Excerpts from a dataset
# # # # # # #
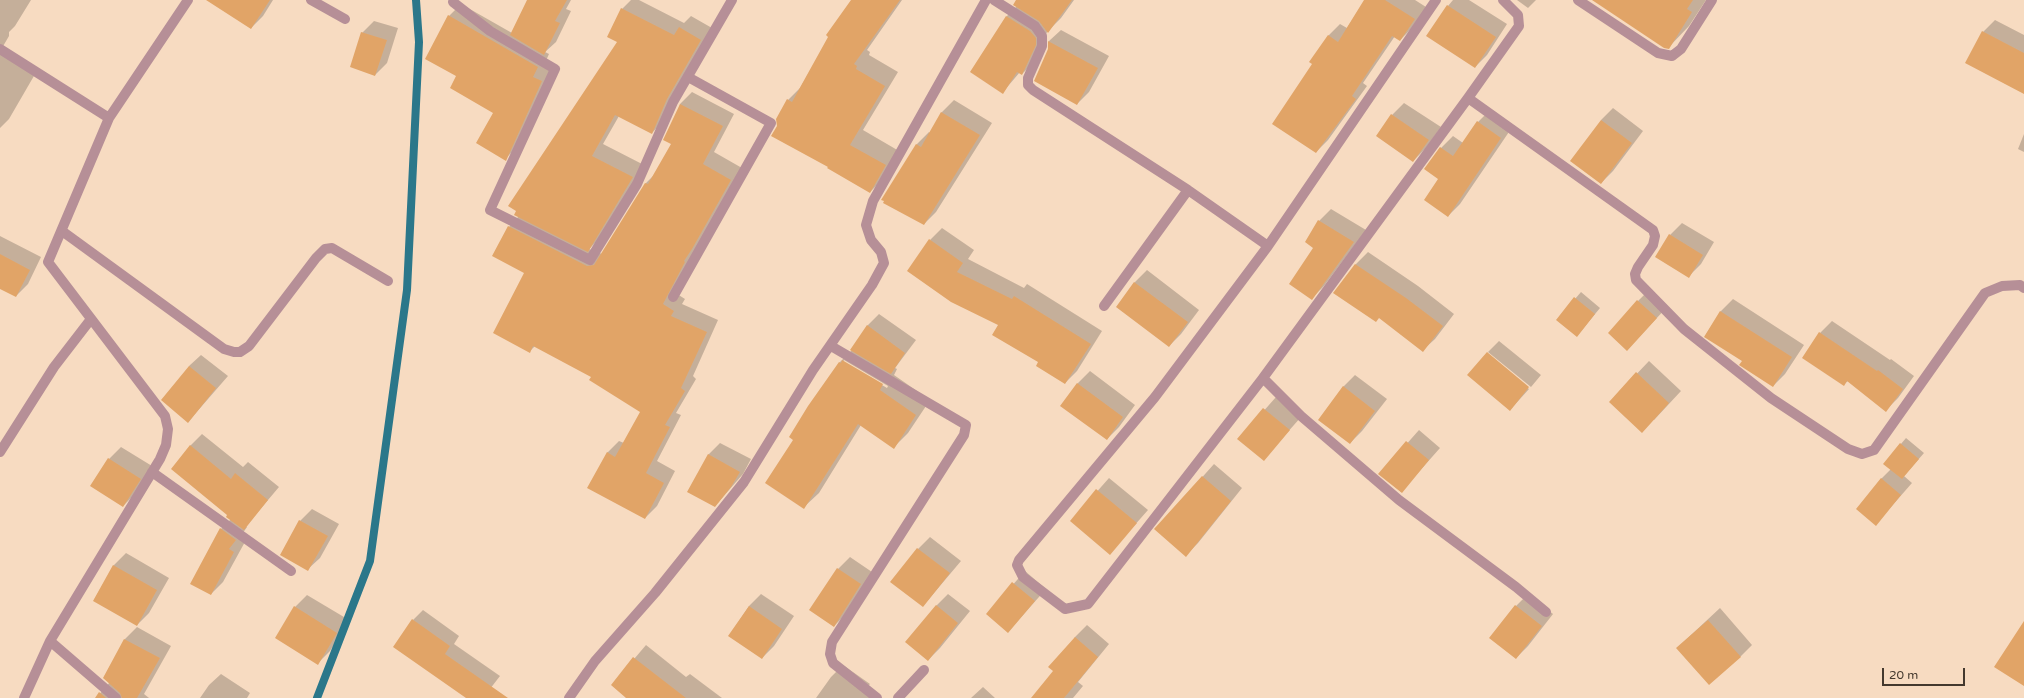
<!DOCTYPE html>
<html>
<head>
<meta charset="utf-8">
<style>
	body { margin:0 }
	#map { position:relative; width:2024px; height:698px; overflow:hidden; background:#f7dbc1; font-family:"Varela Round",sans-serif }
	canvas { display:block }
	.scale { position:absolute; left:1882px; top:668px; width:83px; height:18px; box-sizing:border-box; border:2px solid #44392e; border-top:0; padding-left:5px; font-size:12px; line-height:14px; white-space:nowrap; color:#44392e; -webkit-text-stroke:3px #f7dbc1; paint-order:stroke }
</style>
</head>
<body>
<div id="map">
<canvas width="2024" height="698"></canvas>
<div class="scale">20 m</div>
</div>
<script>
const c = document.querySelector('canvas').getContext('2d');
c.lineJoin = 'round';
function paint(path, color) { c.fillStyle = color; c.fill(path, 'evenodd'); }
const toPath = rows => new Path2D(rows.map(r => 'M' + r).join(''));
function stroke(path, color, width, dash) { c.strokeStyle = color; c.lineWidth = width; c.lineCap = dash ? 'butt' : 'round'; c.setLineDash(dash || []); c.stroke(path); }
paint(toPath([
	[0,0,31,0,15,26,9,32,9,36,2,48,38,69,9,119,0,128],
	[209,0,273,0,263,16,251,28],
	[529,0,571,0,566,9,571,11,556,42,545,52,549,54,544,65,554,69,517,147,505,159,495,113,458,76,449,16,461,4,512,33],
	[631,0,639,0,684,23,691,16,712,28,663,121,652,133,619,116,603,144,644,165,599,239,589,249,602,254,646,183,656,173,673,144,680,104,692,92,734,114,714,152,742,168,674,292,685,299,682,304,718,320,693,376,696,379,676,413,681,415,657,461,675,471,657,506,645,518,607,453,619,441,624,443,641,412,593,376,535,346,530,351,526,273,509,227,519,216,618,42,622,9],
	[852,0,902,0,867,50,870,52,869,55,898,72,863,130,899,151,884,178,870,192,829,167,778,126,788,100,800,88],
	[1018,0,1074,0,1061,18,1047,32,1034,62,1022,74,1020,72,1003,92,971,72,1007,16,1017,6],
	[1365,0,1415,0,1426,7,1412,28,1400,40,1395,36,1363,83,1367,86,1328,140,1316,152,1313,63,1328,36,1340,24,1347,28],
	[1453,0,1469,0,1507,24,1487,55,1475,67,1448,6],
	[1517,0,1536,0,1528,8],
	[1593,0,1706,0,1689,26,1668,48],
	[1995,20,2024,35,2024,64,1983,32],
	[374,21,398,28,387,63,375,75,362,33],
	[1061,30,1109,56,1089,92,1077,104,1049,49,1049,41],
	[954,100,992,123,936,212,924,224,883,199,917,144,929,132,930,133,942,112],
	[1404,103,1441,127,1425,149,1413,161,1377,136,1392,115],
	[1613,108,1643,131,1613,171,1601,183,1601,120],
	[1490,110,1513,126,1460,204,1448,216,1439,178,1441,148,1453,136,1463,143,1478,122],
	[2024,134,2024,152,2018,149],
	[1331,209,1366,230,1324,286,1312,298,1314,247,1319,221],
	[1682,223,1714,242,1701,264,1689,276,1670,235],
	[942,228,974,250,968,259,1024,288,1027,284,1102,331,1077,371,1065,383,999,325,930,240],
	[0,236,41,257,28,284,16,296,0,288],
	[1368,252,1418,286,1454,314,1435,339,1423,350,1380,317,1335,293,1356,264],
	[1147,270,1199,310,1181,334,1169,346,1117,307,1135,282],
	[1650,289,1668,306,1627,350,1638,301],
	[1581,292,1600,308,1577,336,1557,320],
	[1733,299,1804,345,1785,374,1773,386,1743,361,1705,336,1721,311],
	[879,314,916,340,895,368,897,369,894,375,930,400,908,433,894,447,861,425,819,493,804,507,795,439,791,437,840,362,852,350,867,326],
	[844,360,888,386,887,388,843,362],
	[1832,321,1890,360,1891,359,1914,376,1898,398,1886,410,1848,381,1843,385,1820,333],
	[1499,341,1541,375,1531,387,1488,352],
	[1487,354,1529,389,1510,410],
	[201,355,228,376,188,422,189,366],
	[1649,361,1681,391,1654,420,1610,402],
	[1090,371,1135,405,1119,427,1107,439,1062,406,1078,383],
	[1355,375,1387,399,1362,431,1350,443,1343,387],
	[1276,397,1301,417,1264,459,1239,439],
	[1419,430,1440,448,1401,492,1380,474],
	[202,434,243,467,248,462,279,487,246,526,247,527,240,537,246,540,223,582,211,594,221,529,231,519,190,446],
	[1906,438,1924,453,1904,476,1912,483,1876,524,1881,479,1891,469,1884,464],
	[720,443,751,459,743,474,715,506,708,455],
	[121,447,152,466,135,494,123,506,92,486,109,459],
	[1214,464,1242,488,1198,543,1186,555,1156,529],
	[1109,478,1148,510,1110,553,1071,521],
	[312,509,339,524,320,558,308,569,300,521],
	[930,537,961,561,923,606,918,549],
	[126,553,169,578,149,613,137,625,94,600,114,565],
	[850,557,872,572,846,614,834,626,838,569],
	[1025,571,1046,589,1008,632,987,614],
	[761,594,794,616,774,646,762,658,729,636,749,606],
	[948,594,970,611,940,648,928,660,936,606],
	[1528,594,1553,614,1528,646,1516,658,1516,606],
	[307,595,349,620,330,651,318,663,295,607],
	[1720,608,1752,645,1740,657,1677,648],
	[423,610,459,636,454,644,500,676,483,698,468,698,413,620],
	[1087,625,1109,644,1078,682,1083,686,1073,698,1032,698,1054,671,1075,637],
	[137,627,171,646,144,694,149,698,96,698,110,682,104,677,125,639],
	[646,645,686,677,690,674,722,698,627,698,612,685],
	[843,665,870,684,866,688,878,698,816,698,831,677],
	[221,674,250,693,247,698,200,698,209,685],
	[983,687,995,698,971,698]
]), '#0003');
stroke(toPath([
	[317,698,370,561,407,290,419,42,416,0]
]), '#2b778a', 8);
paint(toPath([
	[206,0,270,0,251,29],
	[527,0,567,0,555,21,560,23,544,55,510,35],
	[851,0,900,0,854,64,857,66,856,69,885,86,850,145,886,165,870,193,827,168,828,167,771,136,777,126,776,119,787,99,792,102,828,37,826,35],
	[1016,0,1072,0,1048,33,1039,21,1013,5],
	[1364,0,1385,0,1415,19,1400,41,1392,36,1352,96,1356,99,1316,153,1272,124,1312,64,1309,62,1328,35,1338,42],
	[1592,0,1693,0,1687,9,1692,12,1669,49,1664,48],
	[1447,5,1496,37,1475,68,1426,36],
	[621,8,674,35,679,27,701,40,667,99,652,134,615,115,592,156,633,177,588,252,514,215,516,211,508,206,617,42,607,37],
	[448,15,538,67,533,77,542,81,506,161,476,143,493,113,450,88,456,76,425,59],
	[1006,16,1030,31,1036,38,1036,45,1022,75,1017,72,1003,94,970,72],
	[1982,31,2024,53,2024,94,1965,63],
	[361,32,387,40,375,76,350,67],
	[1048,41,1098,68,1077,105,1034,81,1048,49],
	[680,104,723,126,703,164,731,180,692,249,684,261,685,262,663,304,674,311,671,316,707,332,681,388,685,391,665,425,670,427,646,473,664,483,645,519,587,488,607,452,615,457,640,412,589,380,591,377,533,346,530,353,493,333,524,273,492,256,508,226,587,266,594,265,645,183,648,184,671,144,663,140],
	[941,112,980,135,924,225,883,203,884,201,881,200,916,144,921,147],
	[1391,114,1429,140,1413,162,1376,136],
	[1601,120,1632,143,1601,184,1570,161],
	[1477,121,1501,138,1448,217,1424,200,1438,179,1424,169,1440,147,1453,156],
	[1318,220,1354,242,1312,300,1289,284,1313,248,1305,242],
	[1669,234,1703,255,1689,278,1655,257],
	[929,239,963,263,957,272,1012,299,1014,296,1091,344,1065,384,1036,366,1038,362,992,335,998,325,951,302,907,271],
	[0,254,30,270,16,297,0,289],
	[1355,264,1406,298,1443,326,1423,352,1379,318,1376,322,1333,293],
	[1134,282,1188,322,1169,347,1116,307],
	[1574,297,1595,314,1577,337,1556,320],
	[1637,300,1657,318,1627,351,1608,333],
	[1720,311,1792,357,1773,387,1739,365,1742,361,1704,337],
	[867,325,905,353,891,374,850,350],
	[1819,332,1877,371,1878,370,1903,389,1886,412,1847,381,1844,386,1802,358],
	[1487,352,1529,387,1510,411,1467,375],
	[842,360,883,384,880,390,916,415,894,449,858,424,804,509,765,483,793,440,789,437,808,406,839,362,841,363],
	[189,366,216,388,188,423,161,400],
	[1636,372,1669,403,1642,433,1609,402],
	[1077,383,1123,417,1107,440,1060,406],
	[1343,386,1375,411,1350,444,1318,420],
	[1263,408,1290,430,1264,461,1237,439],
	[1406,441,1429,460,1402,493,1378,474],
	[1900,443,1919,459,1902,479,1883,464],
	[190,445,231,479,235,473,268,500,244,530,226,517,227,515,171,469],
	[708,454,740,472,731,487,715,507,687,492],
	[108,458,141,479,123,507,90,486],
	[1202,476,1231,501,1186,557,1154,529],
	[1881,478,1901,495,1876,526,1856,509],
	[1096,489,1137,523,1110,555,1070,521],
	[299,520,328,536,308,571,280,555],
	[220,528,236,540,229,549,234,552,211,595,190,584],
	[917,548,950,573,923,607,890,582],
	[113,565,157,590,137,626,93,601],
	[837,568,861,584,834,627,809,610],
	[1012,582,1035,601,1008,633,986,614],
	[936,605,958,623,928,661,905,642],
	[1515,605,1542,626,1516,659,1489,638],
	[294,606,337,633,318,665,275,638],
	[749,606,782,629,762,659,728,636],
	[412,619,450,646,445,654,508,698,466,698,393,647],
	[1708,620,1741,657,1709,685,1676,648],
	[2024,621,2024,686,1994,667],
	[1075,637,1098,657,1064,698,1031,698,1053,671,1048,667],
	[124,639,160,658,137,698,122,698,120,693,103,678],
	[633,657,686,698,626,698,611,685],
	[99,692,106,698,95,698]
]), '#e1a467');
stroke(toPath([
	[311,0,345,19],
	[994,0,1035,26,1042,36,1042,46,1028,78,1028,85,1033,90,1188,190,1268,246],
	[1503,0,1518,15,1519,26,1468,98,1263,378,1301,416,1399,500,1516,587,1546,612],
	[1578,0,1658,53,1672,56,1681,49,1712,0],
	[453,2,490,31,555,69,490,210,590,260,637,184,673,102,732,0],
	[0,49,109,118,188,0],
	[1468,98,1653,230,1655,236,1653,245,1638,267,1635,274,1636,280,1684,329,1771,398,1848,449,1862,454,1874,450,1985,293,2002,286,2020,285,2024,288],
	[62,231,224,349,234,352,240,352,249,346,316,258,325,249,332,248,388,281],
	[673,297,771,123,688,77],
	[1104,306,1188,190],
	[831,346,966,425,964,435,832,642,830,654,833,663,877,698],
	[1263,378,1088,604,1065,609,1023,577,1017,565,1019,560,1155,397,1268,246,1436,0],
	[0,452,54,367,91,319],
	[152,472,291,571],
	[50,641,116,698],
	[24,698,50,641,160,459,166,445,168,429,165,416,48,262,109,118],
	[569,698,595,661,655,593,744,482,813,370,872,285,884,263,881,252,871,240,866,225,873,201,986,0],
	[898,698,924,670]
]), '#b68f97', 10);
</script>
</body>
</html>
# # # # # # #
[INSTRUCTIONS FOR THE TASK] For the word "canvas", count the lines of the data that contain it and give only the count.

[THE ANSWER] 3